Today I walked the beaches of Dieppe and touched the cliffs that saw thousands of Canadian soldiers killed or taken prisoner by the Nazis in 1942.  «La mer était rouge» (The sea was red), according to a book I read chronicling the events of that tragic day.  Bodies upon bodies.  Tanks, ships, and airplanes blown apart.  Men gunned down, trapped between the cliffs and the sea, their bodies washed ashore for weeks to come, as far north as Holland.  All for a failed offensive against an oppressive regime set on taking over the world — and on its way to doing just that.

At the memorial museum, our tour guide looked at us with eyes of gratitude.  The operation did not succeed, she said, but it was the first step towards the end of the war.  We saw footage of the victory parade on the streets of Dieppe two years later.  After years of terror and insanity, France, and the world, were free.

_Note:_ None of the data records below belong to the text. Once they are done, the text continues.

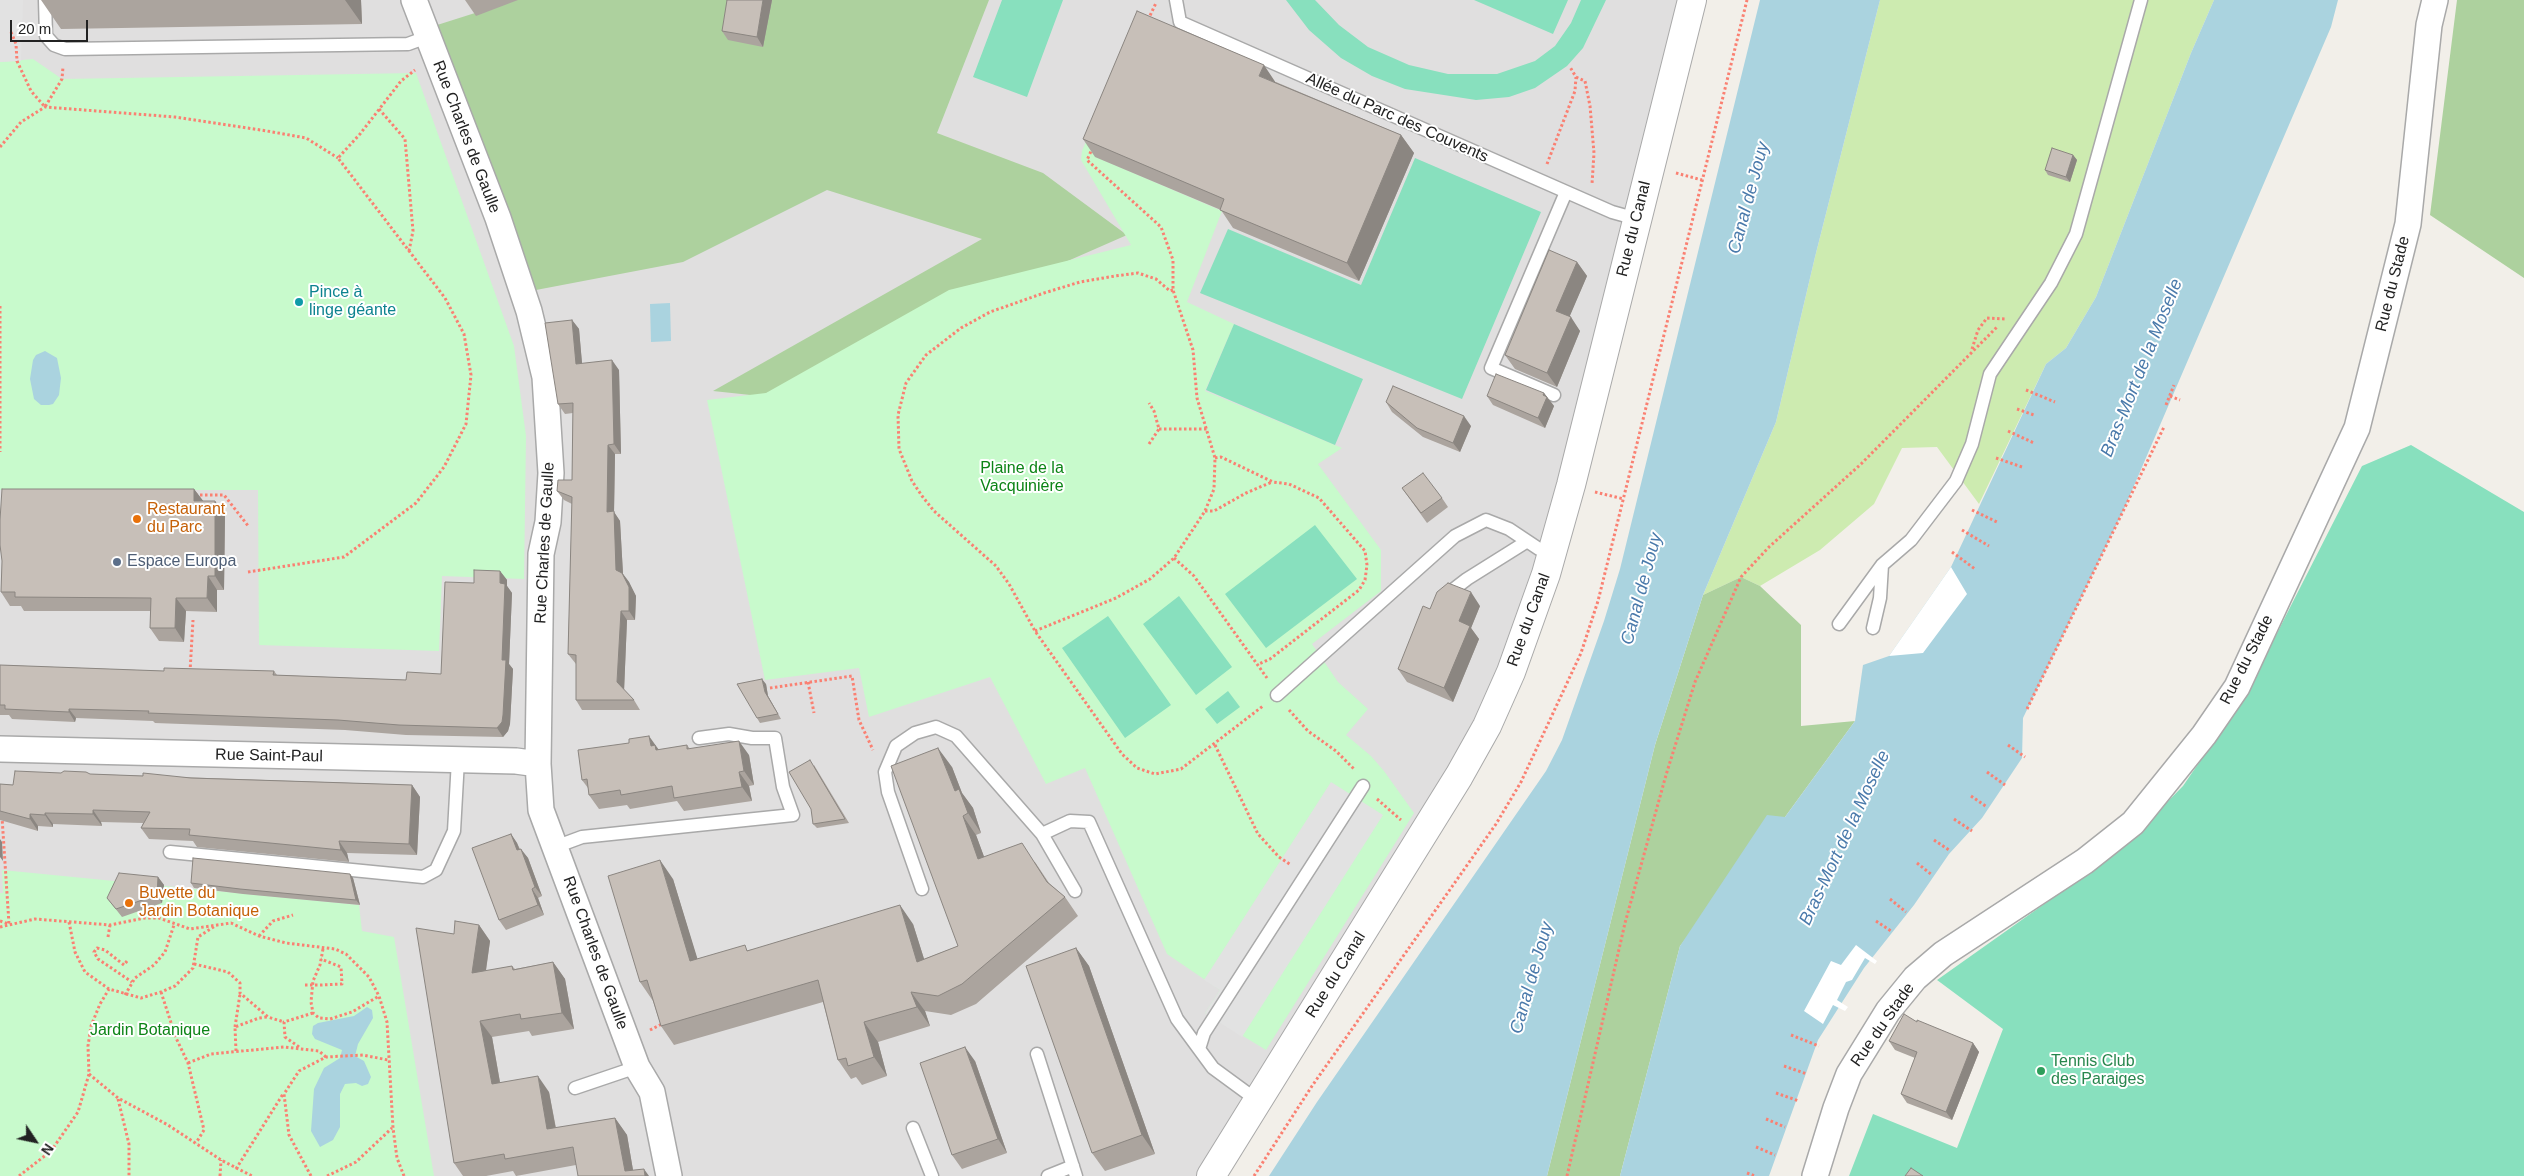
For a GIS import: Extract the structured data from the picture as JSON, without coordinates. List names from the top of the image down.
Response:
{
  "streets": {
    "street": [
      "Rue Charles de Gaulle",
      "Rue du Canal",
      "Rue du Stade",
      "Rue Saint-Paul"
    ],
    "lane": ["Allée du Parc des Couvents"]
  },
  "crossings": [
    ["Allée du Parc des Couvents", "Rue du Canal"],
    ["Rue Charles de Gaulle", "Rue Saint-Paul"]
  ],
  "water": ["Canal de Jouy", "Bras-Mort de la Moselle"],
  "parks": ["Plaine de la Vacquinière", "Jardin Botanique"],
  "places": [
    "Pince à linge géante",
    "Restaurant du Parc",
    "Espace Europa",
    "Buvette du Jardin Botanique",
    "Tennis Club des Paraiges"
  ],
  "scale_bar": "20 m",
  "north": "bottom right"
}
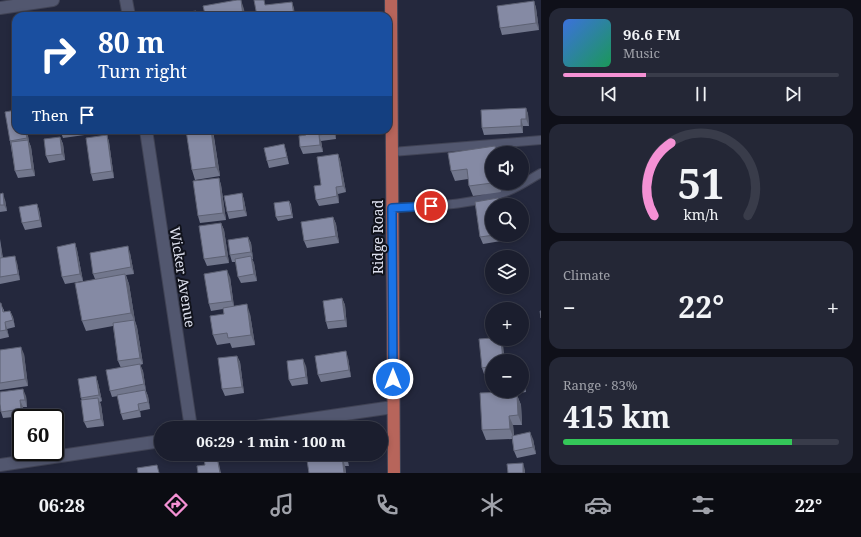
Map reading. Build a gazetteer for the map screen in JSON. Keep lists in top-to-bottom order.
{
  "streets": {
    "main road": ["Ridge Road"],
    "street": ["Wicker Avenue"]
  },
  "page": {
    "turn": ["80 m", "Turn right"],
    "song": ["96.6 FM", "Music"],
    "then": "Then",
    "map_buttons": ["+", "−"],
    "tile": [
      "Climate",
      ["Range · 83%", "415 km"]
    ],
    "heat": ["−", "22°", "+"],
    "limit": "60",
    "trip": "06:29 · 1 min · 100 m",
    "tabs": ["06:28", "22°"],
    "gauge": ["51", "km/h"]
  }
}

I saw the tombstone of a fifteen-year-old boy in Flanders.  I saw the weapons and uniforms of the Hamilton and Mont-Royal regiments in France.  I saw, in my heart, the stricken faces of their mothers when they learned their boys would not be coming home.  I saw the chagrin of those whose loved ones returned unrecognizable, ravaged by injury, addiction, and PTSD.  I saw war, and the great, great sadness looming over this place.  

How do people carry on their lives here, knowing that such things have come to pass on their very doorstep? I am sitting at a table overlooking the beach right now, having just devoured a delicious hamburger garnished with camembert.  Below me is a party of adults eating cherries and drinking rosé.  Behind me children play with a soccer ball, and cyclists walk their bikes up to the barrier and peer over the edge.  In the streets beyond, shopkeepers sell their wares, gamblers try their luck at the casino, and swimmers do laps in the pool.  The seagulls call, the waves roll, the breeze wafts through my hair.  All is normal.  Idyllic.  Peaceful.  Do the ghosts of the dead hover over these moments of bonheur

Just hours ago I had the honour of playing the Olympic Hymn with my band as the torch passed through the streets of Dieppe on its way to Paris.  There was fanfare and cheering.  Crowds assembled and flags waved.  Joy everywhere.  Pride.  Elation.

And I was moved to tears, playing this music of freedom and triumph on the streets that were once overrun by Nazis gunning down human beings like animals.  What a privilege to be asked to play at such an event, in any place and at any time.  But to play in this place, and at this time, was unforgettable.  It is because of these men, and the women who mourned them, that I hold a Canadian passport and not a German one; that I can travel freely from country to country, exploring the world with unbounded liberty.  It is because of them that the nations of the world can unite to engage in sport and celebration every few years, running with a flame from place to place without fear of reprisal or imprisonment.  It is because of them that the waves roll today onto a peaceful beach with a manicured boardwalk, cherries, and rosé.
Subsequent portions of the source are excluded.